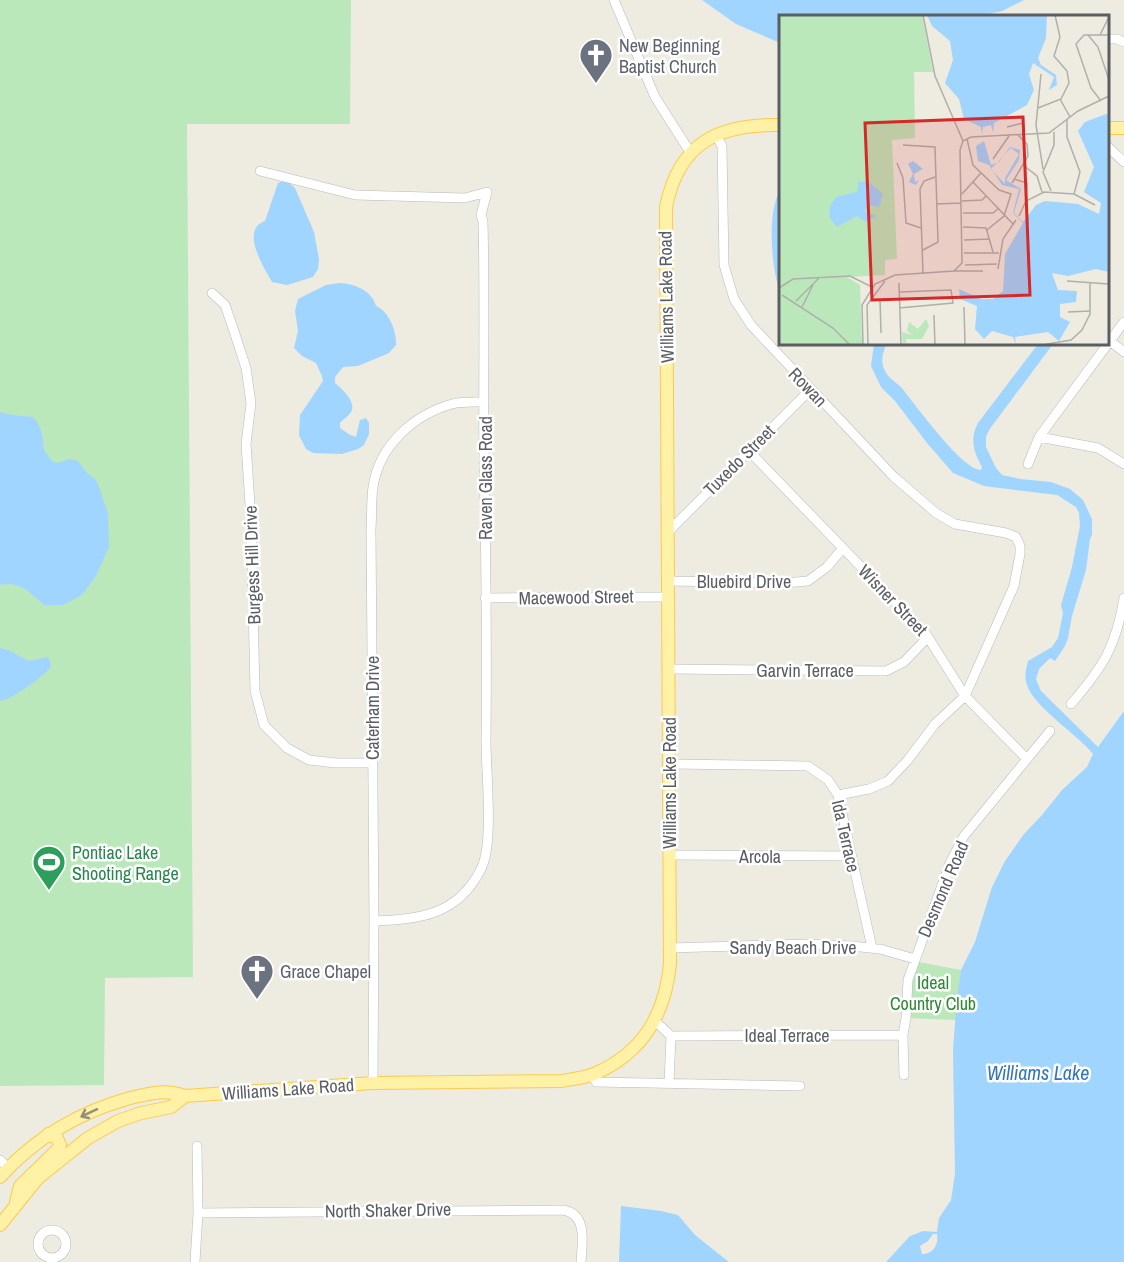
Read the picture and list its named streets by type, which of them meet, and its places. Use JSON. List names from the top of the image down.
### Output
{
  "streets": {
    "main road": ["Williams Lake Road"],
    "street": [
      "Rowan",
      "Tuxedo Street",
      "Raven Glass Road",
      "Burgess Hill Drive",
      "Bluebird Drive",
      "Macewood Street",
      "Wisner Street",
      "Garvin Terrace",
      "Caterham Drive",
      "Ida Terrace",
      "Arcola",
      "Desmond Road",
      "Sandy Beach Drive",
      "Ideal Terrace",
      "North Shaker Drive"
    ]
  },
  "crossings": [
    ["Williams Lake Road", "Rowan"],
    ["Williams Lake Road", "Tuxedo Street"],
    ["Williams Lake Road", "Bluebird Drive"],
    ["Williams Lake Road", "Macewood Street"],
    ["Williams Lake Road", "Garvin Terrace"],
    ["Williams Lake Road", "Caterham Drive"],
    ["Williams Lake Road", "Ida Terrace"],
    ["Williams Lake Road", "Arcola"],
    ["Williams Lake Road", "Sandy Beach Drive"],
    ["Rowan", "Tuxedo Street"],
    ["Rowan", "Wisner Street"],
    ["Tuxedo Street", "Wisner Street"],
    ["Raven Glass Road", "Macewood Street"],
    ["Raven Glass Road", "Caterham Drive"],
    ["Burgess Hill Drive", "Caterham Drive"],
    ["Bluebird Drive", "Wisner Street"],
    ["Wisner Street", "Garvin Terrace"],
    ["Wisner Street", "Desmond Road"],
    ["Ida Terrace", "Arcola"],
    ["Ida Terrace", "Sandy Beach Drive"],
    ["Desmond Road", "Sandy Beach Drive"],
    ["Desmond Road", "Ideal Terrace"]
  ],
  "water": ["Williams Lake"],
  "parks": ["Ideal Country Club"],
  "places": {
    "church": ["New Beginning Baptist Church", "Grace Chapel"],
    "sports": ["Pontiac Lake Shooting Range"]
  }
}
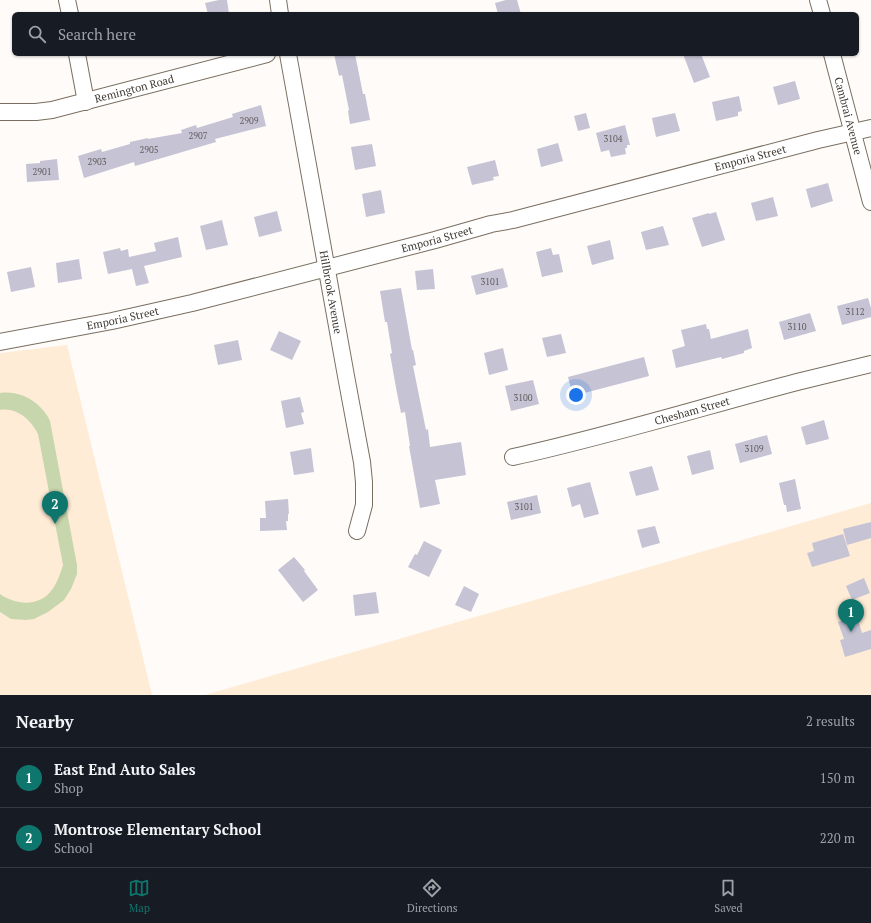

= = =

#### [WHAT IS REQUIRED]
Go through the listing above and locate each line that holds the word "Lake". Copy those lines.

#### [RESPONSE]
    "main road": ["Williams Lake Road"],
    ["Williams Lake Road", "Rowan"],
    ["Williams Lake Road", "Tuxedo Street"],
    ["Williams Lake Road", "Bluebird Drive"],
    ["Williams Lake Road", "Macewood Street"],
    ["Williams Lake Road", "Garvin Terrace"],
    ["Williams Lake Road", "Caterham Drive"],
    ["Williams Lake Road", "Ida Terrace"],
    ["Williams Lake Road", "Arcola"],
    ["Williams Lake Road", "Sandy Beach Drive"],
  "water": ["Williams Lake"],
    "sports": ["Pontiac Lake Shooting Range"]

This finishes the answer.